* [PROBLEM DESCRIPTION]:
All lines from the one with "Dump the readable" to the end of the entries below must be written out exactly. Leave out any other line.
-------- EXTRACTED ENTRIES --------
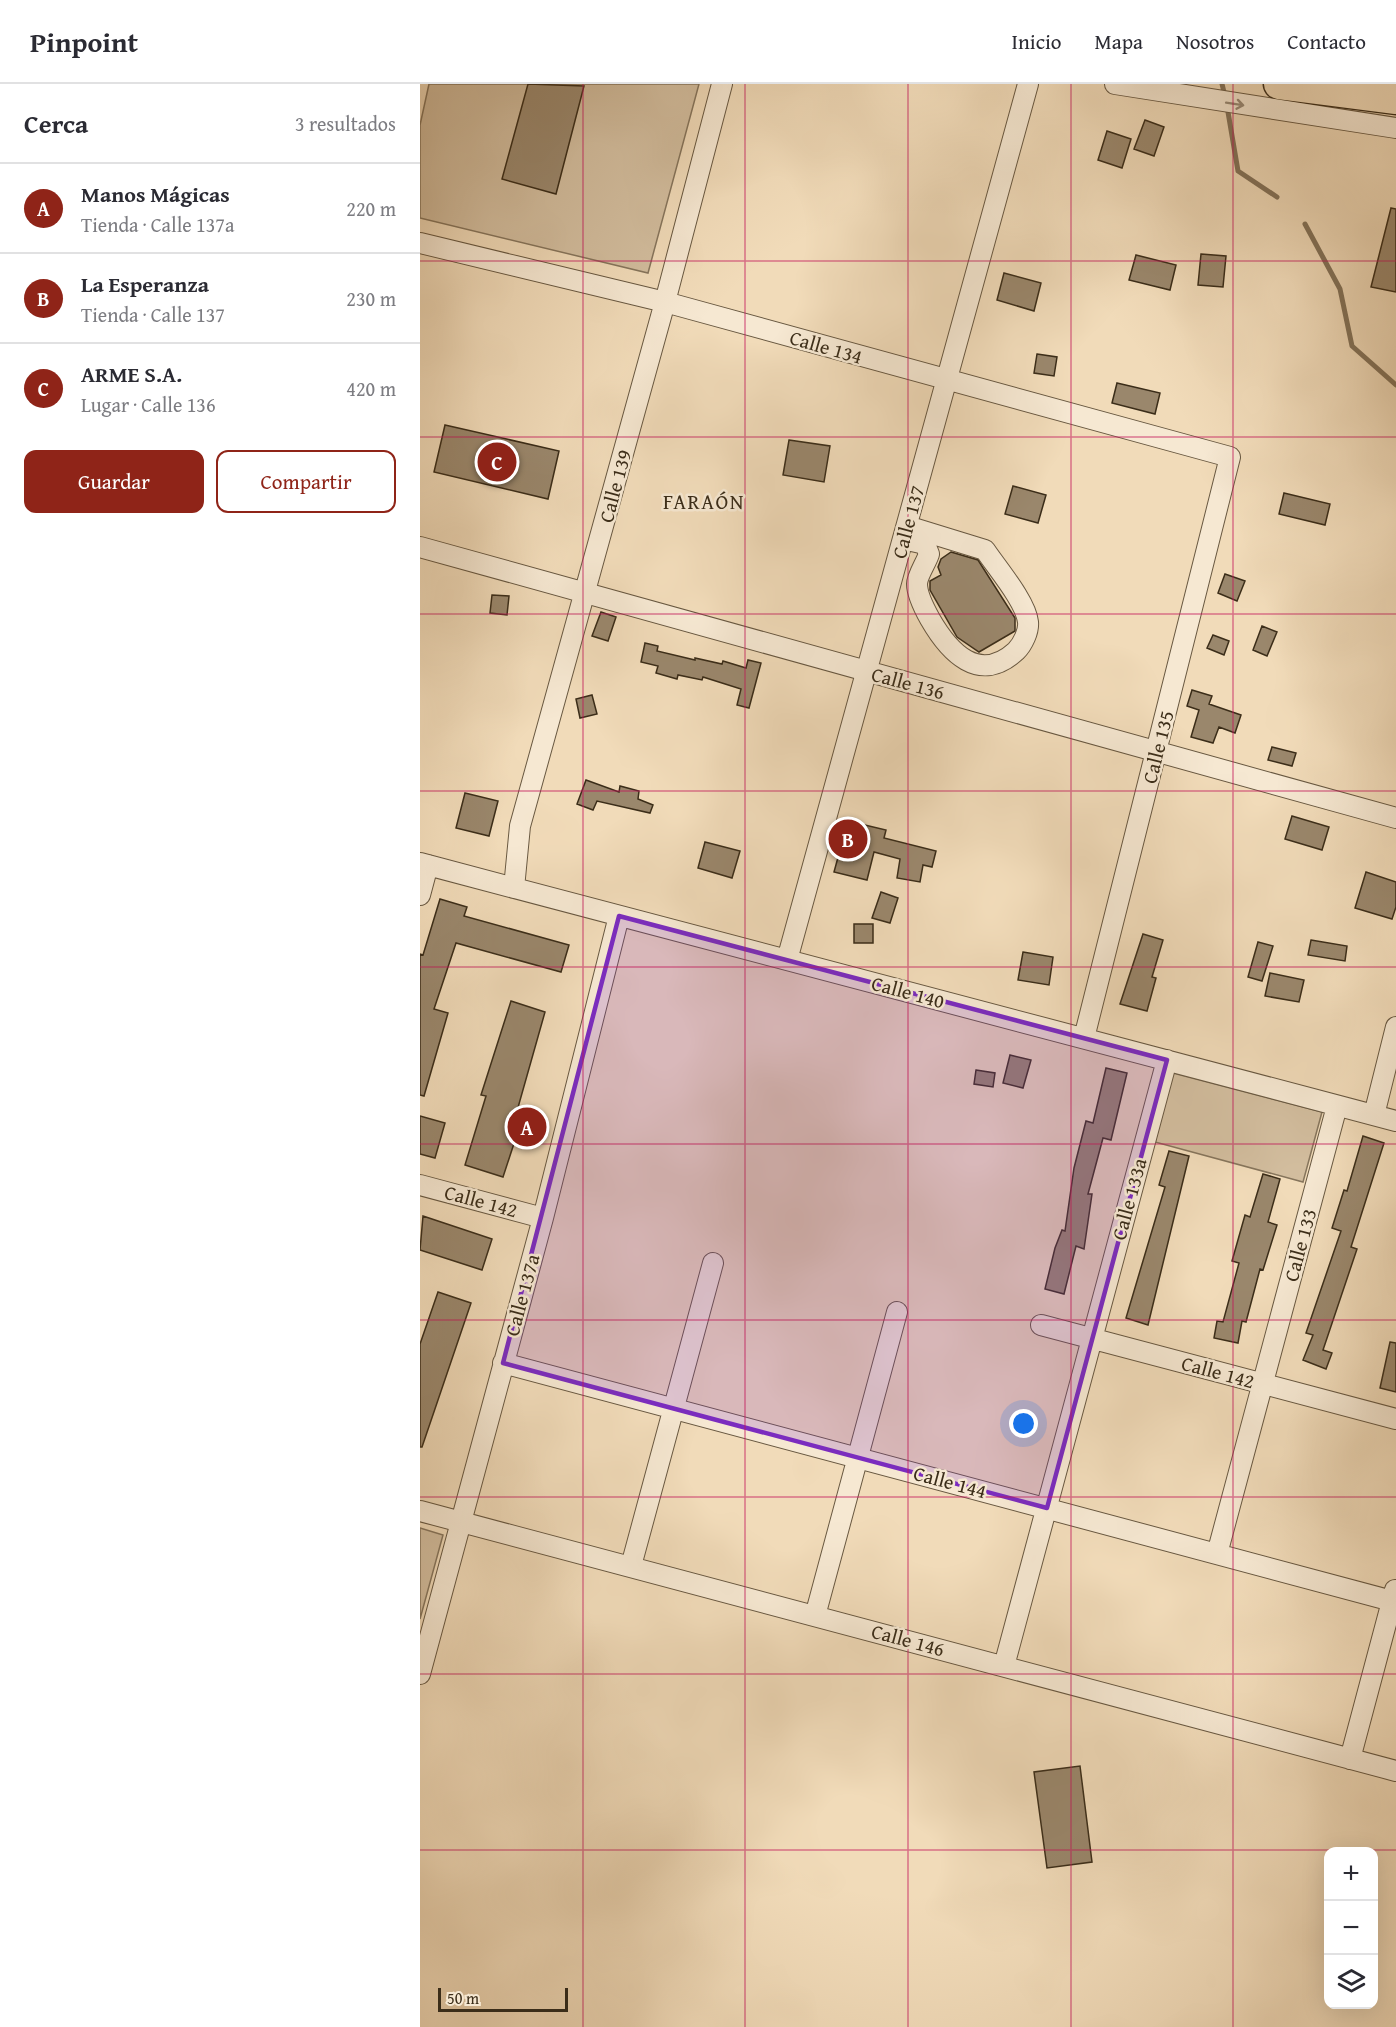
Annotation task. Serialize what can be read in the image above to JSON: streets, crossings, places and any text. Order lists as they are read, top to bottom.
{
  "streets": {
    "street": [
      "Calle 134",
      "Calle 139",
      "Calle 137",
      "Calle 136",
      "Calle 135",
      "Calle 140",
      "Calle 133a",
      "Calle 142",
      "Calle 133",
      "Calle 137a",
      "Calle 144",
      "Calle 146"
    ]
  },
  "crossings": [
    ["Calle 134", "Calle 139"],
    ["Calle 134", "Calle 137"],
    ["Calle 134", "Calle 135"],
    ["Calle 139", "Calle 136"],
    ["Calle 139", "Calle 140"],
    ["Calle 137", "Calle 136"],
    ["Calle 137", "Calle 140"],
    ["Calle 136", "Calle 135"],
    ["Calle 135", "Calle 140"],
    ["Calle 140", "Calle 133a"],
    ["Calle 140", "Calle 133"],
    ["Calle 140", "Calle 137a"],
    ["Calle 133a", "Calle 142"],
    ["Calle 133a", "Calle 144"],
    ["Calle 133a", "Calle 146"],
    ["Calle 142", "Calle 133"],
    ["Calle 142", "Calle 137a"],
    ["Calle 133", "Calle 144"],
    ["Calle 137a", "Calle 144"],
    ["Calle 137a", "Calle 146"]
  ],
  "districts": ["FARAÓN"],
  "scale_bar": "50 m",
  "page": {
    "header": "Pinpoint",
    "nav": [
      "Inicio",
      "Mapa",
      "Nosotros",
      "Contacto"
    ],
    "heading": ["Cerca", "3 resultados"],
    "list": [
      {
        "mark": "A",
        "name": "Manos Mágicas",
        "note": "Tienda · Calle 137a",
        "value": "220 m"
      },
      {
        "mark": "B",
        "name": "La Esperanza",
        "note": "Tienda · Calle 137",
        "value": "230 m"
      },
      {
        "mark": "C",
        "name": "ARME S.A.",
        "note": "Lugar · Calle 136",
        "value": "420 m"
      }
    ],
    "buttons": ["Guardar", "Compartir"],
    "pins": ["C", "B", "A"],
    "map_buttons": ["+", "−"],
    "scale": "50 m"
  }
}
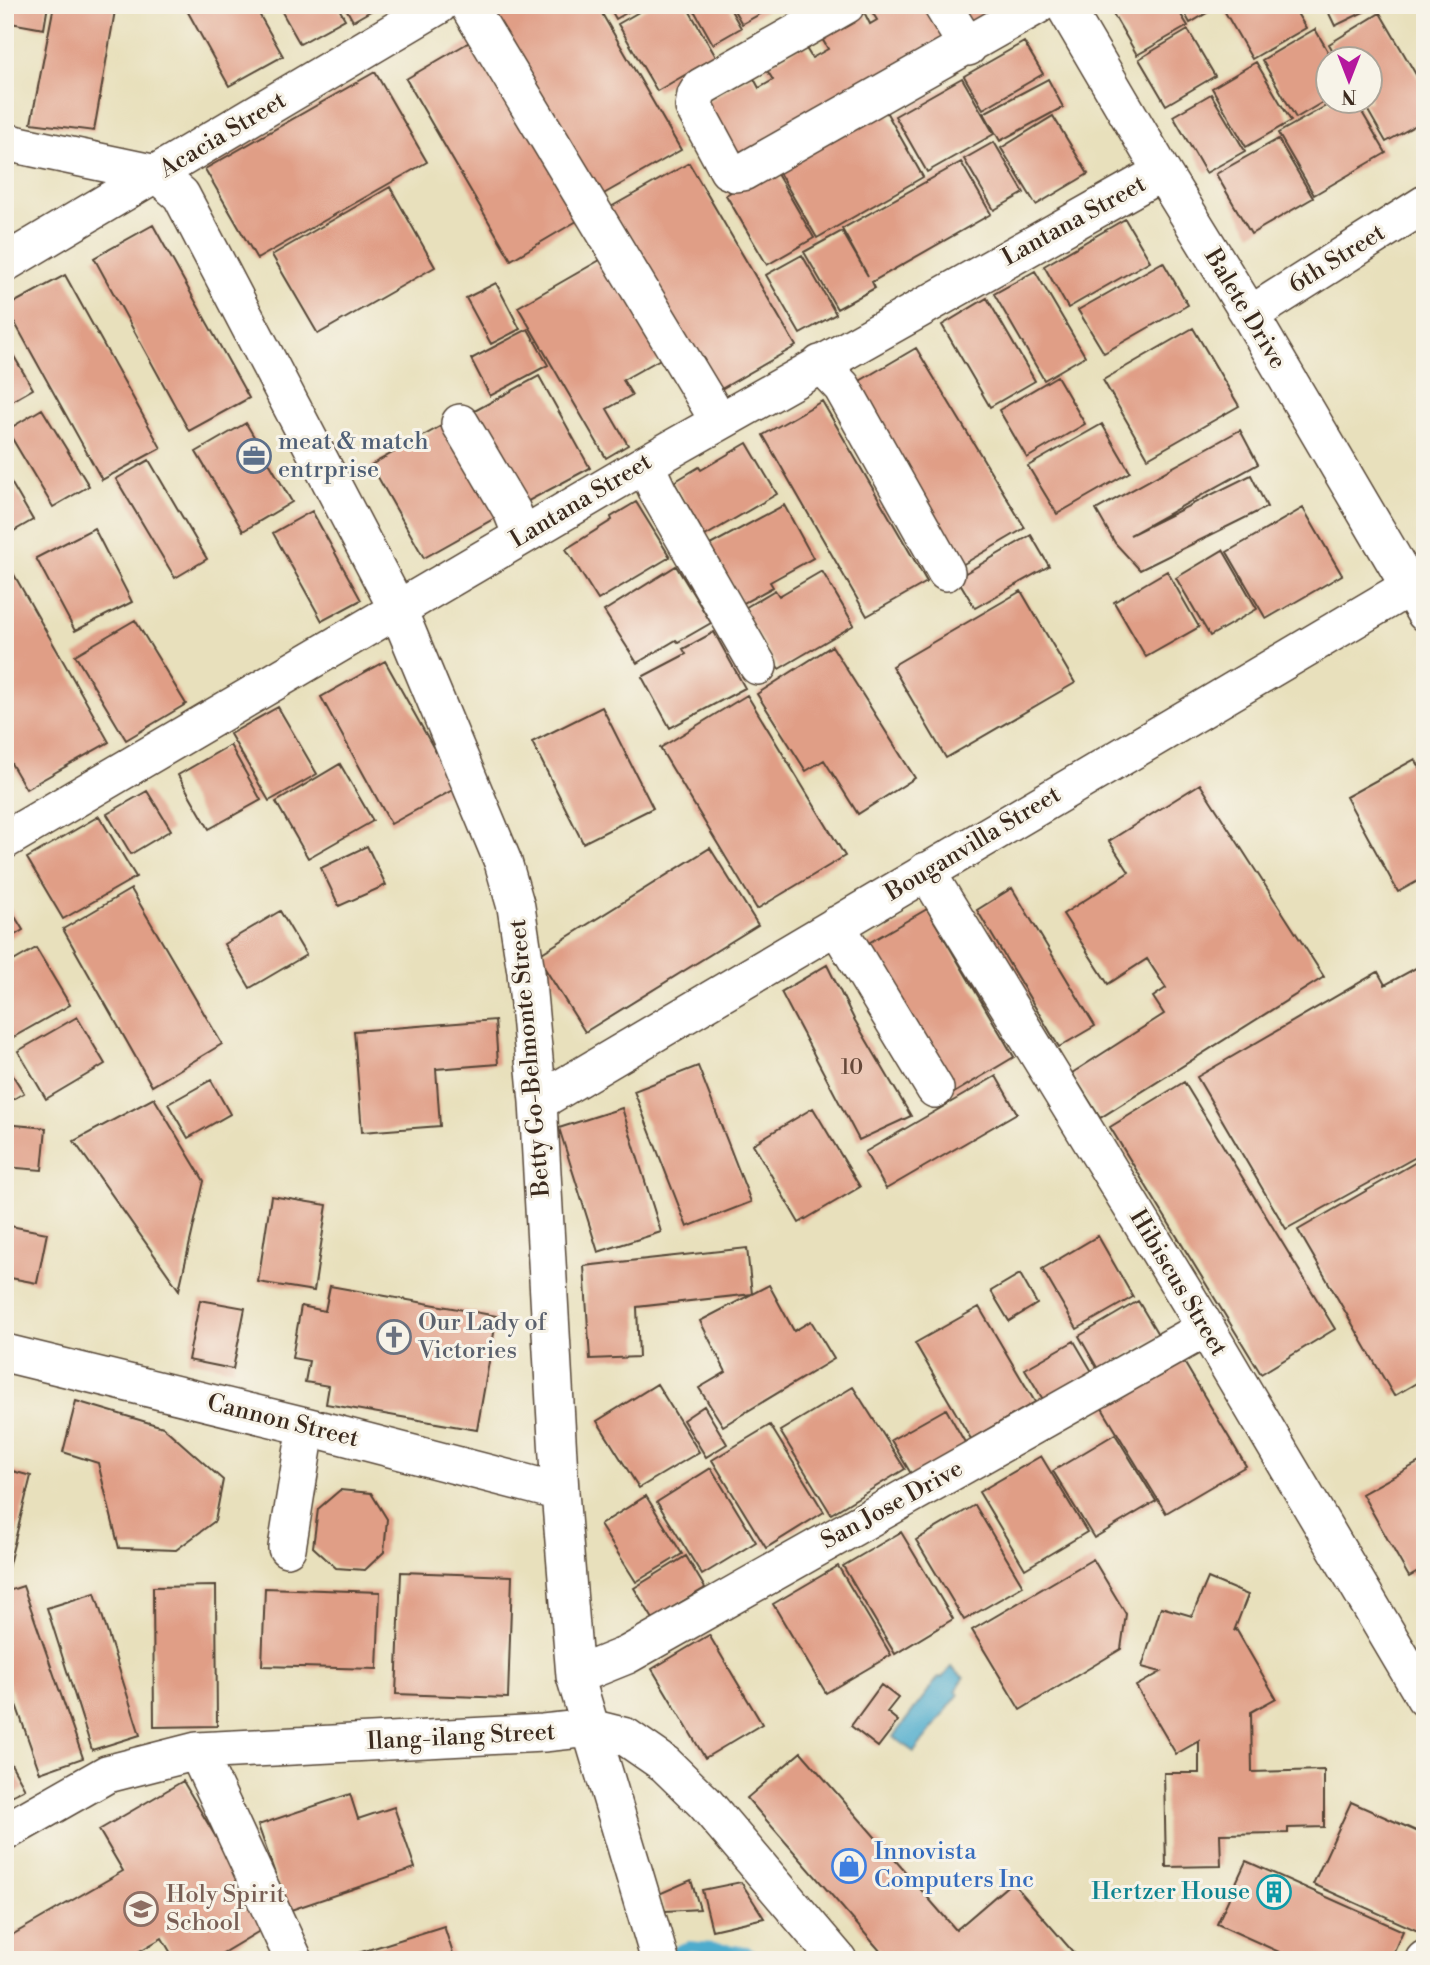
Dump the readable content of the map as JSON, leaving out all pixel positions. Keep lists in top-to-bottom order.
{
  "streets": {
    "street": [
      "Acacia Street",
      "Lantana Street",
      "6th Street",
      "Balete Drive",
      "Bouganvilla Street",
      "Betty Go-Belmonte Street",
      "Hibiscus Street",
      "Cannon Street",
      "San Jose Drive",
      "Ilang-ilang Street"
    ]
  },
  "crossings": [
    ["Acacia Street", "Betty Go-Belmonte Street"],
    ["Lantana Street", "Balete Drive"],
    ["Lantana Street", "Betty Go-Belmonte Street"],
    ["6th Street", "Balete Drive"],
    ["Balete Drive", "Bouganvilla Street"],
    ["Bouganvilla Street", "Betty Go-Belmonte Street"],
    ["Bouganvilla Street", "Hibiscus Street"],
    ["Betty Go-Belmonte Street", "Cannon Street"],
    ["Betty Go-Belmonte Street", "San Jose Drive"],
    ["Betty Go-Belmonte Street", "Ilang-ilang Street"],
    ["Hibiscus Street", "San Jose Drive"]
  ],
  "places": {
    "office": ["meat & match entrprise"],
    "church": ["Our Lady of Victories"],
    "shop": ["Innovista Computers Inc"],
    "building": ["Hertzer House"],
    "school or university": ["Holy Spirit School"]
  },
  "house_numbers": ["10"],
  "north": "bottom"
}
--------
* [ANSWER FOR THE TASK]:
Dump the readable content of the map as JSON, leaving out all pixel positions. Keep lists in top-to-bottom order.
{
  "streets": {
    "street": [
      "Acacia Street",
      "Lantana Street",
      "6th Street",
      "Balete Drive",
      "Bouganvilla Street",
      "Betty Go-Belmonte Street",
      "Hibiscus Street",
      "Cannon Street",
      "San Jose Drive",
      "Ilang-ilang Street"
    ]
  },
  "crossings": [
    ["Acacia Street", "Betty Go-Belmonte Street"],
    ["Lantana Street", "Balete Drive"],
    ["Lantana Street", "Betty Go-Belmonte Street"],
    ["6th Street", "Balete Drive"],
    ["Balete Drive", "Bouganvilla Street"],
    ["Bouganvilla Street", "Betty Go-Belmonte Street"],
    ["Bouganvilla Street", "Hibiscus Street"],
    ["Betty Go-Belmonte Street", "Cannon Street"],
    ["Betty Go-Belmonte Street", "San Jose Drive"],
    ["Betty Go-Belmonte Street", "Ilang-ilang Street"],
    ["Hibiscus Street", "San Jose Drive"]
  ],
  "places": {
    "office": ["meat & match entrprise"],
    "church": ["Our Lady of Victories"],
    "shop": ["Innovista Computers Inc"],
    "building": ["Hertzer House"],
    "school or university": ["Holy Spirit School"]
  },
  "house_numbers": ["10"],
  "north": "bottom"
}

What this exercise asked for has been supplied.